Machine Design

Sensors get smarter

Compact circuitry lets brainy sensors pack processing wallop.

By Dave Edeal
MTS Systems Corp.,
Sensors Div.
Cary, N.C.

Edited by Miles Budimir

Smaller, more powerful processors eliminate the need for external converter modules, such as this AEC-100 made by CMC Sencon, Inc. The circuitry formerly housed in an enclosure roughly 2 X 5 X 7 in. now fits into an output module roughly 0.5 1.5 2 in. This fits inside a standard sensor housing like the Temposonics R Series AQB quadrature interface sensor from MTS Sensors Div.

Typical quadrature signals are spaced 90° apart. The Z channel is used for referencing the zero-count measurement.

The principle of magnetostriction (a change in dimension of a ferromagnetic material due to a magnetic field) is the basis for position measurement. An electronic pulse travels along a waveguide from a reference head to a magnet. The time for a return pulse produced by twisting the element at the external magnet is measured and converted to distance.

Sensors with traditional analog outputs are still widely used for displacement feedback. However, demand for digital smart sensors continues upward. Constant pressure to increase productivity and reduce installation and maintenance costs has led to a need for smart plug-and-play components and subsystems. The move toward industrial fieldbus networks as a basis for machine control is proof of this trend.

Many manufacturers have integrated controllers and software into new products to meet the need for smarter components. A recent example of the integration is magnetostrictive-displacement sensors with directquadrature interface.
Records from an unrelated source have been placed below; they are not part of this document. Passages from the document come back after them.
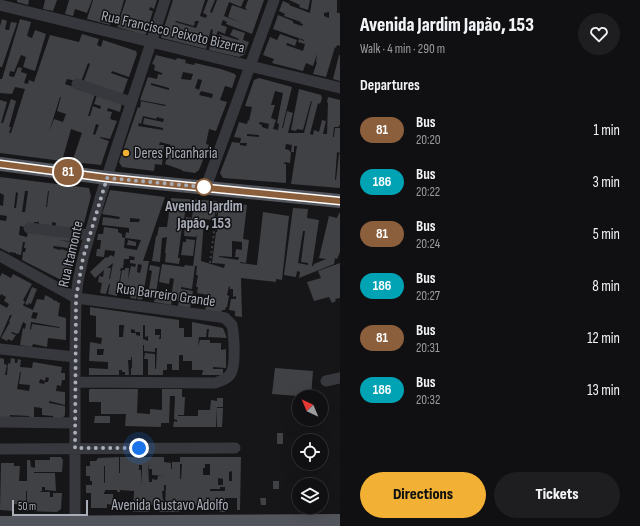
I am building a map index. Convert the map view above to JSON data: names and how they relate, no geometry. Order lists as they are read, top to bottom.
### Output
{
  "streets": {
    "main road": ["Avenida Gustavo Adolfo"],
    "street": ["Rua Francisco Peixoto Bizerra", "Rua Itamonte", "Rua Barreiro Grande"]
  },
  "crossings": [
    ["Rua Francisco Peixoto Bizerra", "Rua Itamonte"],
    ["Rua Itamonte", "Rua Barreiro Grande"],
    ["Rua Itamonte", "Avenida Gustavo Adolfo"]
  ],
  "places": ["Deres Picanharia", "Avenida Jardim Japão, 153"],
  "lines": ["bus line 81"],
  "scale_bar": "50 m",
  "north": "top left",
  "page": {
    "on_map": "81",
    "heading": [
      ["Avenida Jardim Japão, 153", "Walk · 4 min · 290 m"],
      "Departures"
    ],
    "list": [
      {
        "mark": "81",
        "name": "Bus",
        "note": "20:20",
        "value": "1 min"
      },
      {
        "mark": "186",
        "name": "Bus",
        "note": "20:22",
        "value": "3 min"
      },
      {
        "mark": "81",
        "name": "Bus",
        "note": "20:24",
        "value": "5 min"
      },
      {
        "mark": "186",
        "name": "Bus",
        "note": "20:27",
        "value": "8 min"
      },
      {
        "mark": "81",
        "name": "Bus",
        "note": "20:31",
        "value": "12 min"
      },
      {
        "mark": "186",
        "name": "Bus",
        "note": "20:32",
        "value": "13 min"
      }
    ],
    "buttons": ["Directions", "Tickets"],
    "scale": "50 m"
  }
}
In the past, programming parameters, encoding outputs, and uploading programs to sensors could only be done at the control location using a discrete converter interface. Advances in digital microelectronics now let sensor manufacturers provide more sophisticated, digitally based products that are fully integrated, thereby eliminating the cost and complexity of separate converter interfaces. Lower costs and added functions also make the digital products a more attractive design option. In the case of magnetostrictive-displacement and level sensors, adding digitalsignal conditioning and signal-translation circuitry makes for highly optimized sensor packages. What's more, the additions are made without increasing the size of the standard sensor housing.

The fundamental principles behind magnetostrictive position sensing have been refined quite a bit since first brought to the industrial sensor marketplace.

Improvements have resulted in a fiftyfold increase in raw position resolution and a factor-of-five improvement in output linearity versus first-generation magnetostrictive sensors.

Improvements in manufacturing and materials processing have led to better performance. And more powerful digital components have enabled theoretical and signal-processing enhancements.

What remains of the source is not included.